Not being able to get a decent amount of sleep on a regular basis can have a huge negative impact on your overall health and well-being. Aside from being tired, not getting enough sleep promotes inflammation (which means pain), weight gain, blood sugar imbalances, anxiety, depression and ironically enough, insomnia. Many of these imbalances are due to the neurotransmitter imbalances that chronic sleep deprivation induces.

While there is no one strategy to help you relieve insomnia and feel better, there are several ways to you can promote better quality sleep and relieve insomnia through your diet.

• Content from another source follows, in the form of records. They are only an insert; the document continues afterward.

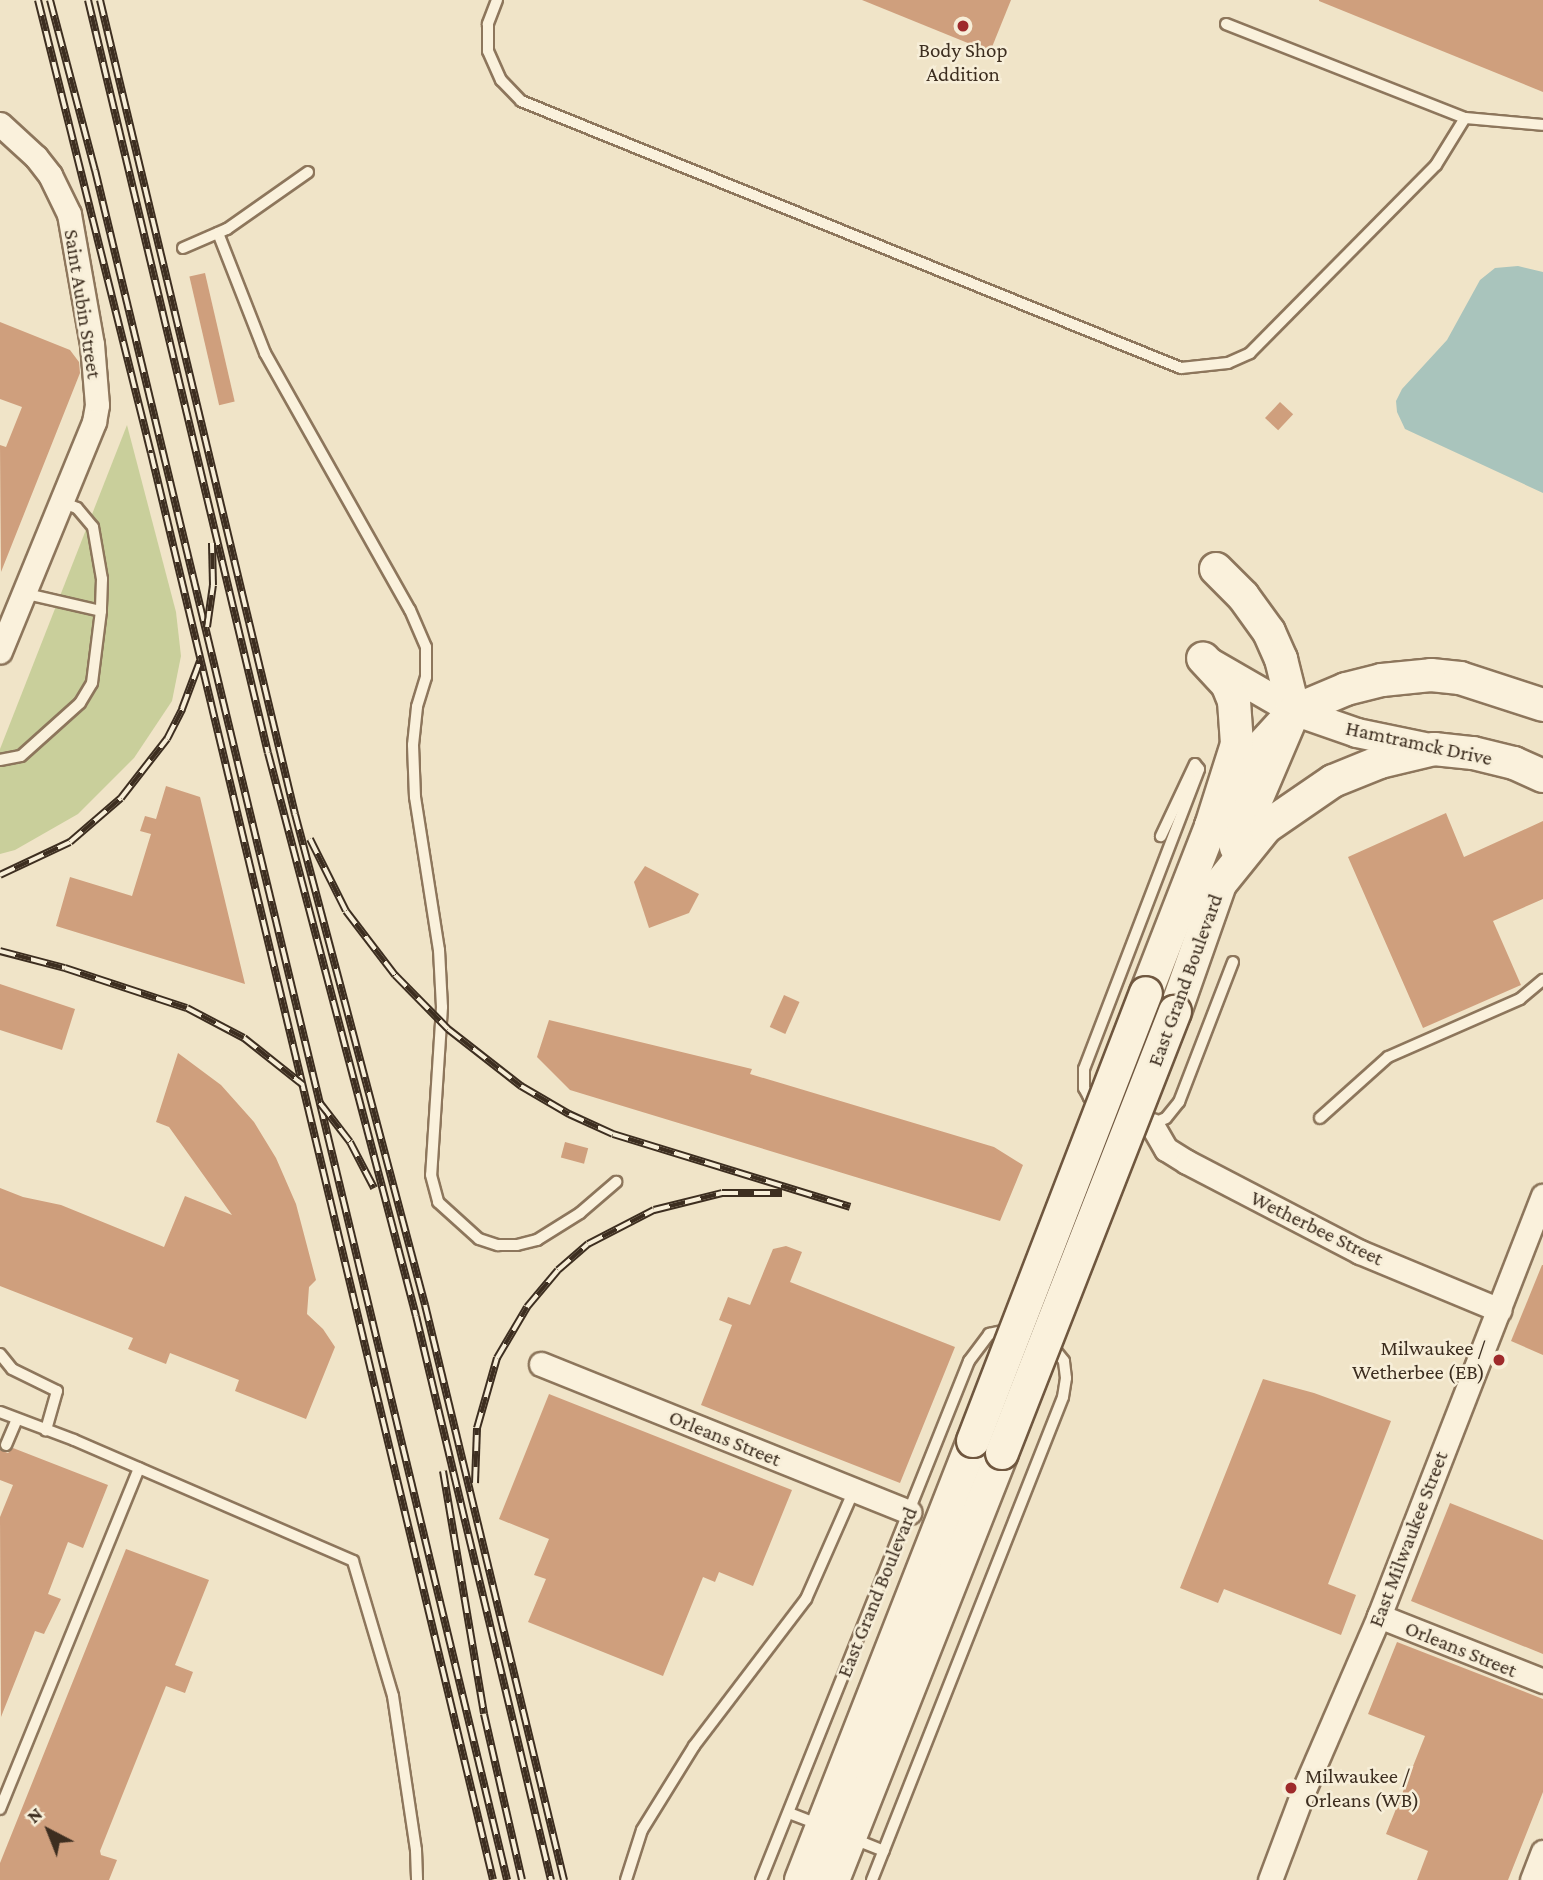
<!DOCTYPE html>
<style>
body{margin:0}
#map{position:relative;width:1543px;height:1880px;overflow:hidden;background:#f0e4c8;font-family:"Crimson Pro",serif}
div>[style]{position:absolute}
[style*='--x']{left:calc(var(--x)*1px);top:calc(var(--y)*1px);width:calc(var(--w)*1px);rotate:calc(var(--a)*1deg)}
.green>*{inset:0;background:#c9cf9b}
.water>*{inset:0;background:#a9c4bc}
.building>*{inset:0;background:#cf9f7d;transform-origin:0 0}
.roads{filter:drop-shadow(2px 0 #8d765c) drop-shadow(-2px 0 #8d765c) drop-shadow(0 2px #8d765c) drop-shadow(0 -2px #8d765c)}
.service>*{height:10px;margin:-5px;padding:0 5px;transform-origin:5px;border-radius:5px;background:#faf1dc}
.minor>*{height:23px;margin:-11.5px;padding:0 11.5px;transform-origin:11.5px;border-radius:11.5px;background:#faf1dc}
.tertiary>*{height:28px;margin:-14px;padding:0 14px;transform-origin:14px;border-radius:14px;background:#faf1dc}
.secondary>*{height:32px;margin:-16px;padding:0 16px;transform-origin:16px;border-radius:16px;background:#faf1dc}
.rail>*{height:8px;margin-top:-4px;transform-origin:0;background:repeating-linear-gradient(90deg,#f7eed8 0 16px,#3d2e20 0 32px);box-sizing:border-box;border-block:2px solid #3d2e20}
.bridges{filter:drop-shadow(2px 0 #6f573f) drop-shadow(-2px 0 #6f573f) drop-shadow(0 2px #6f573f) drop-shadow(0 -2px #6f573f)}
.secondary-bridge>*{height:32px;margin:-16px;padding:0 16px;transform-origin:16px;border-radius:16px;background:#faf1dc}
.dots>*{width:19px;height:19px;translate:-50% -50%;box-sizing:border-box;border:4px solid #f7eed8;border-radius:50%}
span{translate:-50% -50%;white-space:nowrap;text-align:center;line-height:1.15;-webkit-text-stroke:5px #f7eed8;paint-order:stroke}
.poi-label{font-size:21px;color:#3d2e20}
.right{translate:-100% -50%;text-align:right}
.left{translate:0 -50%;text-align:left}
.street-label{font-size:21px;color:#3d2e20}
.north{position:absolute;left:14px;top:1796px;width:70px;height:70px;-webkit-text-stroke:5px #f7eed8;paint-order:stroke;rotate:318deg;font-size:19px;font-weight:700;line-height:28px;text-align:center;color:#3d2e20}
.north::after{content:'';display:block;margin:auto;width:24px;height:32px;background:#3d2e20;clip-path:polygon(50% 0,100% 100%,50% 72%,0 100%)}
</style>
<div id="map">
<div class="green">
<div style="clip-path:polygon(127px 425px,176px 612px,181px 656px,172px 701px,134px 758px,78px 814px,15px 850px,0 854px,0 749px)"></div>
</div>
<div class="water">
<div style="clip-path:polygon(1518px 266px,1543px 272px,1543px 493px,1405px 429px,1397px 412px,1396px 401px,1402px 389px,1447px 340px,1480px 280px,1495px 268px)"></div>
</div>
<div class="building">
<div style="clip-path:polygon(862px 0,1011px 0,990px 52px)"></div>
<div style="clip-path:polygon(1319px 0,1543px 0,1543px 92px,1319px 1px)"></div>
<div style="left:205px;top:273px;width:132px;height:16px;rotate:77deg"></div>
<div style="clip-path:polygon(0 322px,70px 350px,79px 362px,80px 373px,1px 572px,0 445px,6px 447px,22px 407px,0 399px)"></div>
<div style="left:1280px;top:402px;width:18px;height:22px;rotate:43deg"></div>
<div style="clip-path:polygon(166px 786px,200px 797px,245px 984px,56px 926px,70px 877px,132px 896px,151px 834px,140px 831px,145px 816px,156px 819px)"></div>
<div style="clip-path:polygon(1446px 813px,1464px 857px,1543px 821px,1543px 899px,1493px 921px,1521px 985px,1423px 1028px,1348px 857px)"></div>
<div style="clip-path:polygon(645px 866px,699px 894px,689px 913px,649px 928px,634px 882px)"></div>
<div style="clip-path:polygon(0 984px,75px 1009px,62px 1050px,0 1030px)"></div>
<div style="left:784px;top:995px;width:17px;height:35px;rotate:24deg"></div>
<div style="clip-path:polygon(549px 1020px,752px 1069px,750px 1074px,994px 1147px,1023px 1165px,1000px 1221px,570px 1090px,537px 1057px)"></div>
<div style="clip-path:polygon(178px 1053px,221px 1085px,254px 1122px,276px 1158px,296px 1204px,316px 1280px,309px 1287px,307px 1314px,323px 1329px,335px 1347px,306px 1419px,235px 1391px,239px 1380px,170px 1353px,166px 1364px,128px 1349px,133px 1338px,0 1286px,0 1188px,23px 1197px,61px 1205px,164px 1247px,185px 1196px,232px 1215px,169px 1127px,156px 1122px)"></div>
<div style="left:565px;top:1142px;width:24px;height:16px;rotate:15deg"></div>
<div style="clip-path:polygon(786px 1246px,802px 1252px,790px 1282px,955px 1347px,900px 1483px,701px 1405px,732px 1325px,719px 1320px,728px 1297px,750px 1305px,773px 1249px)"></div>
<div style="clip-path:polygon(1542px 1265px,1543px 1265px,1543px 1355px,1511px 1341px)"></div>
<div style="clip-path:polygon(1263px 1379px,1314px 1393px,1391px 1421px,1328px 1584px,1356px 1595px,1341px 1635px,1224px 1589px,1218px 1603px,1180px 1588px)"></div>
<div style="clip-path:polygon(549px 1394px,792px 1490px,753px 1586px,719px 1572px,715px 1582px,703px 1577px,663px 1676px,528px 1622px,546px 1579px,534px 1575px,549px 1539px,499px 1519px)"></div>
<div style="clip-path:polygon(13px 1448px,108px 1485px,83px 1548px,68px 1542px,48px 1594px,61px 1599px,44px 1634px,35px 1631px,1px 1717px,0 1517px,13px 1485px,0 1480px,0 1450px,8px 1453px)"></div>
<div style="clip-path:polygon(1450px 1503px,1543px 1540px,1543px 1654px,1411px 1601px)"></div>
<div style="clip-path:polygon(126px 1549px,209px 1580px,175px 1665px,193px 1672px,185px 1693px,166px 1686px,100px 1851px,101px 1855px,117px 1860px,109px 1880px,0 1880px,0 1863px)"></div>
<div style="clip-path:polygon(1397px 1642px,1543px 1699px,1543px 1792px,1508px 1880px,1417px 1880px,1428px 1851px,1386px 1834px,1425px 1736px,1368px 1714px)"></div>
</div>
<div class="roads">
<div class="service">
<div style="--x:497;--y:0;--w:26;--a:111"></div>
<div style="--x:488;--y:24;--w:27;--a:90"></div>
<div style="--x:488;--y:51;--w:32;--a:66"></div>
<div style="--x:501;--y:80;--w:29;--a:46"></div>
<div style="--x:521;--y:101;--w:712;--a:22.03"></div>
<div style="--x:1181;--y:368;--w:47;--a:-6.1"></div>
<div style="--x:1228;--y:363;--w:24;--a:-24"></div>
<div style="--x:1250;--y:353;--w:264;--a:-45.3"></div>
<div style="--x:1436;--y:165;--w:55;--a:-58.3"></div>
<div style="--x:1226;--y:24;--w:257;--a:21.5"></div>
<div style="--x:1465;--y:118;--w:78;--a:5.1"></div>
<div style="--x:218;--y:233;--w:129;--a:68.6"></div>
<div style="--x:265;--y:353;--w:295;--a:60.6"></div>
<div style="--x:410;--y:610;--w:40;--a:66.6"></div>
<div style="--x:426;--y:647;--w:30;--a:90"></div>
<div style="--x:426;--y:677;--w:31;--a:107"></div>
<div style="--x:417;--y:707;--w:38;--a:96"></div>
<div style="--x:413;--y:745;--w:52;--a:87.8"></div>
<div style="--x:415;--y:797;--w:155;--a:81.1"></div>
<div style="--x:439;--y:950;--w:57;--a:87"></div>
<div style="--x:442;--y:1007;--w:168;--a:93.7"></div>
<div style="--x:431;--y:1175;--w:28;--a:75"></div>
<div style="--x:438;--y:1202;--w:55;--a:42.1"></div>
<div style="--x:479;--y:1239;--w:20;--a:18"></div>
<div style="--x:498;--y:1245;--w:19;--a:0"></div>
<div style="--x:517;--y:1245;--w:21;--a:-14"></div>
<div style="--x:537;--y:1240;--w:51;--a:-32.1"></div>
<div style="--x:580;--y:1213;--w:48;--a:-40.7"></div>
<div style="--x:183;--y:248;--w:48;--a:-23.4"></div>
<div style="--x:227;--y:229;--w:99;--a:-35.1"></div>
<div style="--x:62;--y:502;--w:16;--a:22"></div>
<div style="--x:77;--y:508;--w:25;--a:50"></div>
<div style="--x:93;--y:527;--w:53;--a:80.2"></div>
<div style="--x:102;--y:579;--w:32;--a:92"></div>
<div style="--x:0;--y:760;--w:21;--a:-11"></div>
<div style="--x:21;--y:756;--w:79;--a:-41.9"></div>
<div style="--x:80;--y:703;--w:23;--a:-59"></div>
<div style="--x:92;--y:683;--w:73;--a:-82.9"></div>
<div style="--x:101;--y:611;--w:80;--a:-167"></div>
<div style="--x:1320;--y:1118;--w:91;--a:-41.9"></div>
<div style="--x:1388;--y:1057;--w:144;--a:-23.7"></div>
<div style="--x:1520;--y:999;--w:30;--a:-40"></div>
<div style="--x:1130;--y:1123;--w:26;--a:-155"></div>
<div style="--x:1106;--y:1112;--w:23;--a:-139"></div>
<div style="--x:1089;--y:1097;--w:10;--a:-119"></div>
<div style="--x:1084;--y:1088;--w:19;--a:-90"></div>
<div style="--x:1084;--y:1069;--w:321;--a:-69"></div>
<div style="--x:1199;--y:769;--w:6;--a:-129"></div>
<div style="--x:1195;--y:764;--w:80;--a:115.3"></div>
<div style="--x:1149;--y:1125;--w:18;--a:-22"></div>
<div style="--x:1166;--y:1118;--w:21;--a:-51"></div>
<div style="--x:1179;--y:1102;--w:150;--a:-68.9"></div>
<div style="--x:0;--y:1354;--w:19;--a:51"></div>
<div style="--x:12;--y:1369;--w:50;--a:26.1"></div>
<div style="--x:57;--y:1391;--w:41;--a:105.8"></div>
<div style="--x:0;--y:1412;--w:79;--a:20.7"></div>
<div style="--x:74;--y:1440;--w:304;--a:23.4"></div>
<div style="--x:353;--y:1561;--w:141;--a:73.5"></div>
<div style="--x:393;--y:1696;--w:156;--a:81.5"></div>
<div style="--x:416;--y:1850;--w:30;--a:88"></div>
<div style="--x:6;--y:1445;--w:28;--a:-67"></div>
<div style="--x:0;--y:1809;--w:368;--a:-67.8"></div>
<div style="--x:789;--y:1813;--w:33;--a:21"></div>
<div style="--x:854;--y:1839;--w:32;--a:22"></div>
<div style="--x:626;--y:1880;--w:52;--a:-72.3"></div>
<div style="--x:642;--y:1830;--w:99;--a:-58.2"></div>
<div style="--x:694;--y:1746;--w:185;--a:-52.7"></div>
<div style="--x:806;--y:1599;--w:119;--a:-66.2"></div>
<div style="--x:761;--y:1880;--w:559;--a:-68.16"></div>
<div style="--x:969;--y:1361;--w:34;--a:-53"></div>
<div style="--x:989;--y:1334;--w:24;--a:-12"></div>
<div style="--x:872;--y:1880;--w:519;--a:-68.42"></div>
<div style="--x:1063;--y:1397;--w:19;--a:-81"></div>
<div style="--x:1066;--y:1378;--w:17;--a:-97"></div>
<div style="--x:1064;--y:1361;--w:22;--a:-129"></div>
</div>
<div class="minor">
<div style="--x:0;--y:124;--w:49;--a:42.5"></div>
<div style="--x:36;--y:157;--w:23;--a:52"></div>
<div style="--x:50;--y:175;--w:43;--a:64"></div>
<div style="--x:69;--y:214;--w:132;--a:80"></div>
<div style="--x:92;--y:344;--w:61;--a:85.3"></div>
<div style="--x:97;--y:405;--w:17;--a:100"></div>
<div style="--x:94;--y:422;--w:248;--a:112.3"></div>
<div style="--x:1152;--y:1125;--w:28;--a:60"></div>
<div style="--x:1166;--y:1149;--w:25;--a:32"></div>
<div style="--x:1187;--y:1162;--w:195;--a:27.5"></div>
<div style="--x:1360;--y:1252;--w:151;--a:22.6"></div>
<div style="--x:541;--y:1364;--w:397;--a:21.9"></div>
<div style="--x:1379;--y:1616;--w:176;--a:21.6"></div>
<div style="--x:1270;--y:1880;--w:94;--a:-69.4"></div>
<div style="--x:1303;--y:1792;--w:192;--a:-66.6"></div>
<div style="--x:1379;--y:1616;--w:451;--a:-68.7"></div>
<div style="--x:1532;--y:1880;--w:30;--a:-69"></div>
</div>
<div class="tertiary">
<div style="--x:1211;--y:663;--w:96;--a:30"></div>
<div style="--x:1294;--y:711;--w:67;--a:19.2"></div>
<div style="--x:1357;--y:733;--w:79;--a:11.7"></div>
</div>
<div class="secondary">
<div style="--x:1216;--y:569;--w:38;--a:45"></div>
<div style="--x:1243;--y:596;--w:44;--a:54.2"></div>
<div style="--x:1269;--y:632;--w:30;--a:66"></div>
<div style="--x:1281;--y:659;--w:54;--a:76"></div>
<div style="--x:1294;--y:711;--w:148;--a:113.1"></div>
<div style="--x:1211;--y:826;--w:49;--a:-63.4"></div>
<div style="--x:1233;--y:782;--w:26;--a:-54"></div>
<div style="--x:1248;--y:761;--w:68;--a:-47.4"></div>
<div style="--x:1294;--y:711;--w:56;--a:-22.9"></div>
<div style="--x:1346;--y:689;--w:37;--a:-14"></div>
<div style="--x:1382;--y:680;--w:49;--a:-5.8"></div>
<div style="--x:1431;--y:675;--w:29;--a:6"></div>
<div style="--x:1460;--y:678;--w:87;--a:18"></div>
<div style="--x:1146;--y:993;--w:179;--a:-68.7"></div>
<div style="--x:1211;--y:826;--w:86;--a:-72.4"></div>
<div style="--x:1237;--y:744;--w:43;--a:-94"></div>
<div style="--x:1234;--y:701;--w:18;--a:-112"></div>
<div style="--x:1227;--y:684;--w:35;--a:-133"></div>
<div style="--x:1175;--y:1012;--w:136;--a:-70.6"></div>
<div style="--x:1220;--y:884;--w:73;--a:-51.1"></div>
<div style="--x:1266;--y:827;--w:81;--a:-34.5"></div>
<div style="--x:1333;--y:781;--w:51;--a:-22"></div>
<div style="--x:1380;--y:762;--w:56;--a:-13.5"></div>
<div style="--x:1434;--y:749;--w:39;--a:6"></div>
<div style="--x:1473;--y:753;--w:42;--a:13.7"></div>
<div style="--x:1514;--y:763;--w:32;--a:24"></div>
<div style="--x:801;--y:1880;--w:471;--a:-68.6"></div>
<div style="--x:833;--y:1880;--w:459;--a:-68.4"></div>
</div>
</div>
<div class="rail">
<div style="--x:38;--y:0;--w:467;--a:76"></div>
<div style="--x:151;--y:453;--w:1467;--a:76.52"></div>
<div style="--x:50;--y:0;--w:176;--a:75.2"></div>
<div style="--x:95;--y:170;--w:1759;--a:76.45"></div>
<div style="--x:88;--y:0;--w:774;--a:76.56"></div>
<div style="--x:268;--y:753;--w:582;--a:75.27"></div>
<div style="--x:416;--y:1316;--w:580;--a:76.54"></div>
<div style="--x:100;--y:0;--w:837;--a:76.53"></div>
<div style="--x:295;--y:814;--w:508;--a:75.17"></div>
<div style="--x:425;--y:1305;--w:592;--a:76.41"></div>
<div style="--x:207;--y:627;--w:42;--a:-81.9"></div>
<div style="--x:213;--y:585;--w:42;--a:-91.4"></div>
<div style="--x:310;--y:839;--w:80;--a:63.4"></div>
<div style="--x:346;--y:911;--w:81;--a:52.6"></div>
<div style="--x:395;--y:975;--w:76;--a:45.5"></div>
<div style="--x:448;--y:1029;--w:93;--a:38"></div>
<div style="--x:521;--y:1086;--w:56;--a:30.3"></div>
<div style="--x:569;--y:1114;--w:48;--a:24.4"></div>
<div style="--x:613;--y:1134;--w:248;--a:17.1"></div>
<div style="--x:0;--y:875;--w:77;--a:-25.2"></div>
<div style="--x:70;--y:842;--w:67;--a:-40.8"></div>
<div style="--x:121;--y:798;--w:75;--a:-52.1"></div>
<div style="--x:167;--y:739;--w:34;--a:-63"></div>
<div style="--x:182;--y:709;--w:51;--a:-69.4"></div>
<div style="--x:0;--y:951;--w:67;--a:14.7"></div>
<div style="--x:65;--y:968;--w:128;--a:18.2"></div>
<div style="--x:187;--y:1008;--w:64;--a:27.8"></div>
<div style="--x:244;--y:1038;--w:75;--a:38.5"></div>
<div style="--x:320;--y:1103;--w:49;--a:52.4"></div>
<div style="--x:350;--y:1142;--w:52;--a:62.4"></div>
<div style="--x:443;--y:1471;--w:246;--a:80.4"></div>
<div style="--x:484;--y:1714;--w:170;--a:77.1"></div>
<div style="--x:475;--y:1483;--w:55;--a:-87.9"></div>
<div style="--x:477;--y:1428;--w:73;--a:-74.1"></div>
<div style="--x:497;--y:1358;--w:59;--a:-59.5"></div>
<div style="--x:527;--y:1307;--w:48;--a:-50"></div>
<div style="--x:558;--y:1270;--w:40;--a:-41"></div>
<div style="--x:588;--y:1244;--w:74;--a:-27.3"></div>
<div style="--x:654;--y:1210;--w:70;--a:-14"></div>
<div style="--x:722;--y:1193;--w:60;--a:0"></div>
</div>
<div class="bridges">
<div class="secondary-bridge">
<div style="--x:973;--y:1441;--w:480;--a:-68.9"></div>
<div style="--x:1002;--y:1453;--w:474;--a:-68.6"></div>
</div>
</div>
<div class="dots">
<div style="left:963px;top:26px;background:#9e2a2b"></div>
<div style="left:1499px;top:1360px;background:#9e2a2b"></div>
<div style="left:1291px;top:1788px;background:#9e2a2b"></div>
</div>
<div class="poi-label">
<span style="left:963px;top:62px">Body Shop<br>Addition</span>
<span class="right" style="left:1485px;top:1360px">Milwaukee /<br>Wetherbee (EB)</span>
<span class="left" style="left:1305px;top:1788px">Milwaukee /<br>Orleans (WB)</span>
</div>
<div class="street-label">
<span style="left:83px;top:304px;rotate:81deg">Saint Aubin Street</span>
<span style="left:1419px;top:743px;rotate:12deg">Hamtramck Drive</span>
<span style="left:1185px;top:980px;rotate:-70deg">East Grand Boulevard</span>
<span style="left:1317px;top:1228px;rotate:26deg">Wetherbee Street</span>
<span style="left:725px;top:1438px;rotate:22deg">Orleans Street</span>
<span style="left:1408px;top:1539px;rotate:-69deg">East Milwaukee Street</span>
<span style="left:877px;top:1592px;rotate:-68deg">East Grand Boulevard</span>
<span style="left:1461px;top:1649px;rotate:22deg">Orleans Street</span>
</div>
<div class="north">N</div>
</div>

Things to Avoid In Order to Relieve Insomnia through Your Diet

When it comes to what we eat and drink, we have a lot of control over how our body’s make (or don’t make) the necessary chemical messengers (i.e., neurotransmitters and hormones) necessary to allow us to fall and stay asleep.

Here are a few dietary things to avoid in order to help relieve insomnia with diet:

  • Avoid alcohol. A small amount can help induce sleep initially, but it invariably disrupts deeper sleep cycles later.
  • Avoid caffeine-containing beverages after lunch. Caffeine is a stimulant and will increase the production of neurochemicals that can keep you up at night and disrupt normal sleep cycles.
  • Avoid bacon, cheese, chocolate, eggplant, ham, potatoes, sauerkraut, sugar, sausage, spinach, tomatoes, and wine close to bedtime (i.e., don’t eat them for dinner or later). These foods contain tyramine, which increases the release of norepinephrine, a brain stimulant, which can prevent you from sleeping soundly.

Things to Include In Order to Relieve Insomnia through Your Diet

Next, here are a couple things you should eat in order to promote better quality sleep and establish a more healthy sleep cycle:

In the evening, eat turkey, bananas, figs, dates, yogurt, and whole grain crackers or nut butters. These foods are high in tryptophan, which promotes sleep. Eating half a grapefruit at bedtime also helps some people.

Have ginger, ginger root tea and/or tart cherries for and after dinner. Ginger and tart cherries are two of the few foods that have been shown to contain appreciable amounts of melatonin. Melatonin is the brain chemical that is most often responsible for a person’s ability to fall and stay asleep, so giving your melatonin levels a boost by eating tart cherries and/or ginger close to bedtime may be just what you need. Just be sure and stay away from the sugary versions of these as they can actually detract from your ability to sleep.